An English Gentleman: Having not yet reached circular Time, the first of the four anthology stories it was very interesting to listen to four different authors take on the quietest of incarnations. Each bring something different to the character, Arnopp allows us to hear him genuinely frightened in an unforgettable opening sequence, Briggs offers a shy and thoughtful version who takes Nyssa to Concordum because she is missing her father, Gallagher writes him with real gusto giving him an awesome Shawshank Redemption moment were he becomes the prisoners hero and finally Dorney who captures Davison’s effortless ability to dramatasise exposition whilst digging ever so brilliantly at his DVD commentaries in the Doctor Who range. The Demons of Red Lodge and other stories really brings the fifth Doctor to life, if you (like me) used to think this was the blandest of incarnations this is a great example of what Big Finish have done with the character. In the first story the Doctor is genuinely afraid but this is proven to be artificially induced. He admits that it is always his fault. Gratitude through the death of others soon chews through the soul. If he would only take the time to explain what he was doing people would attack him far less! On the first morning the Doctor spends in prison he manages to organise the library according to the dewy system, improve the nutritional value of the food, set up night classes, allow 18 prisoners to get out on parole because of his counselling, start a 20/20 cricket tournament and write the F-wing pantomime! People listen to him, they like him, he has the common touch that allows him to gain peoples confidence. He refuses the Governors job offer and winds up in solitary for 6 months! A year is the blink of an eye to a Time Lord. He leaves prison with the reputation of the notorious criminal Doctor John Smith! It turns out he was the historical adviser on the Devil Whisperer and cheekily arranged for Nyssa to act in the film in 1976. Its hilarious how quiet the Doctor is in the commentary since Davison himself is the most verbose in his (in fact Davison’s comments are often the most insightful and hilarious). Nobody can remember him being hired but he admits himself that he is very cheap!

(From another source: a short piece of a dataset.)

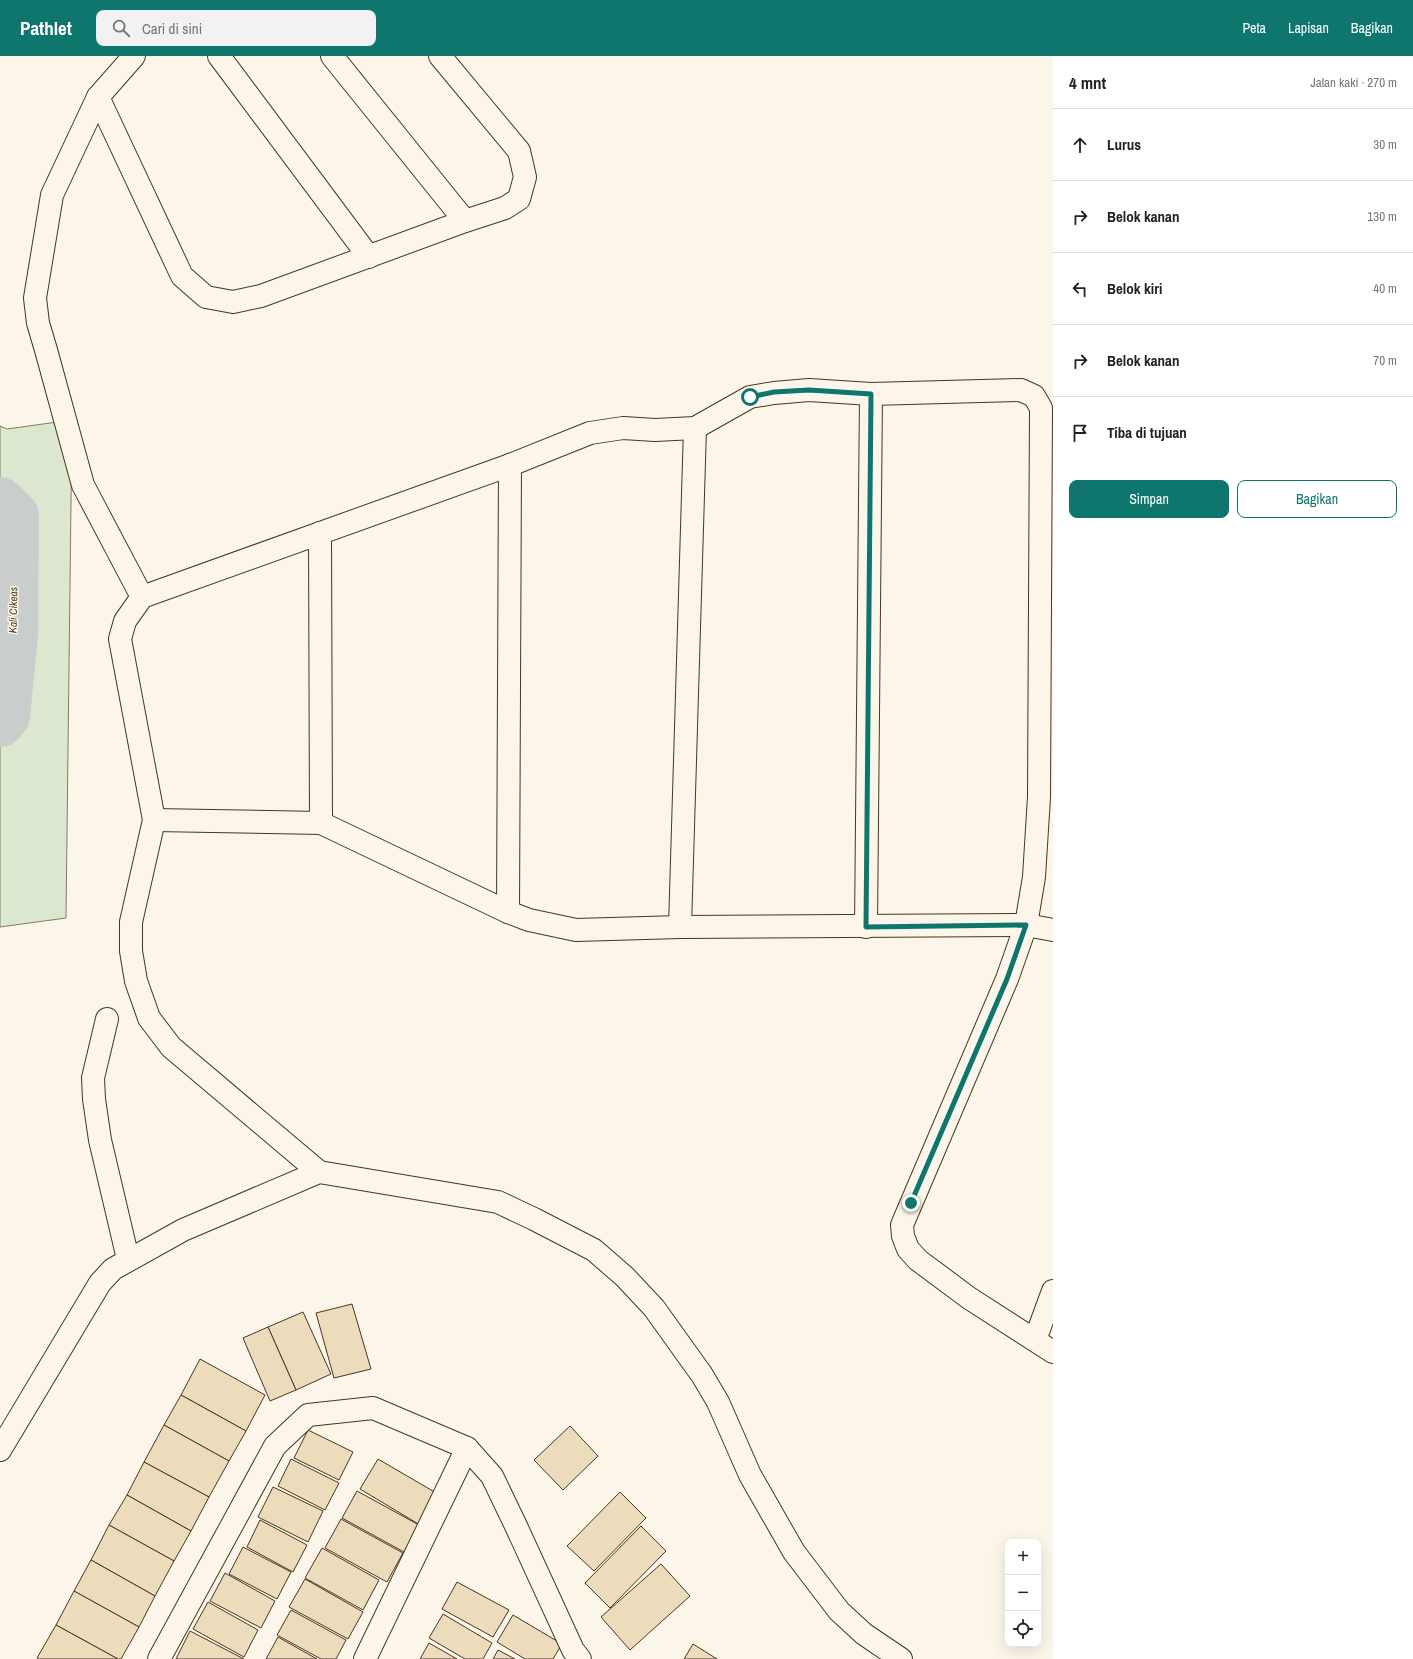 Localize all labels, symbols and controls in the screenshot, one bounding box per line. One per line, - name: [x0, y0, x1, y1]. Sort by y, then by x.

Alien Orphan: However if you think Big Finish has done wonders with the fifth Doctor wait until you see how well they have bolstered Nyssa! Sarah Sutton really is getting opportunities on audio that she never did on TV and its great that even though they have re-introduced attention seeking Tegan and shameless scene stealer Turlough (on TV he managed it just be looking shifty, somehow your eyes always drew to him) its wonderful that we will still be treated to stories with just the fifth Doctor and Nyssa. We have never heard Nyssa as panic-stricken as she is at the beginning of Red Lodge and Sarah Sutton subtly changes the emphasis on her characterisation throughout to a jumpy, twitchy young lady who is completely at odds with her situation. She asks the Doctor if they really have to explore everywhere they arrive unintended. I loved that scene where she has had enough of being afraid and throws aside the curtain to see what is banging on the window. Sunrise and sunset are her favourite times of the day and she used to sit with her father in the Grove and watch the sun, happy. Now Nyssa has a new home in the TARDIS. She has good memories of Tremas and she hasn’t had happy memories like that in a long time. The Doctor takes Nyssa to Concordum so she can listen to a piece of Trakenite music that her father used to play to her stepmother when she was feeling low. Nyssa the groupie almost made me spit my coffee out (‘Right, doll?’). It’s nice to see that her manners haven’t been lost with her morals! The Doctor thinks she is magnificent. Unfortunately (and hilariously) Nyssa does not make a very good criminal and is completely rubbish at trying to get herself banged up! Of all the warehouses she could have chosen to steal from Nyssa chooses the only one on the planet that is empty! Nyssa Trayken only did one film and then went back to her hometown of TARDIS but she is a good little actress (she does it all with her face you know!). Clearly Nyssa loves playing a little bit of melodrama as she really goes for it in the film!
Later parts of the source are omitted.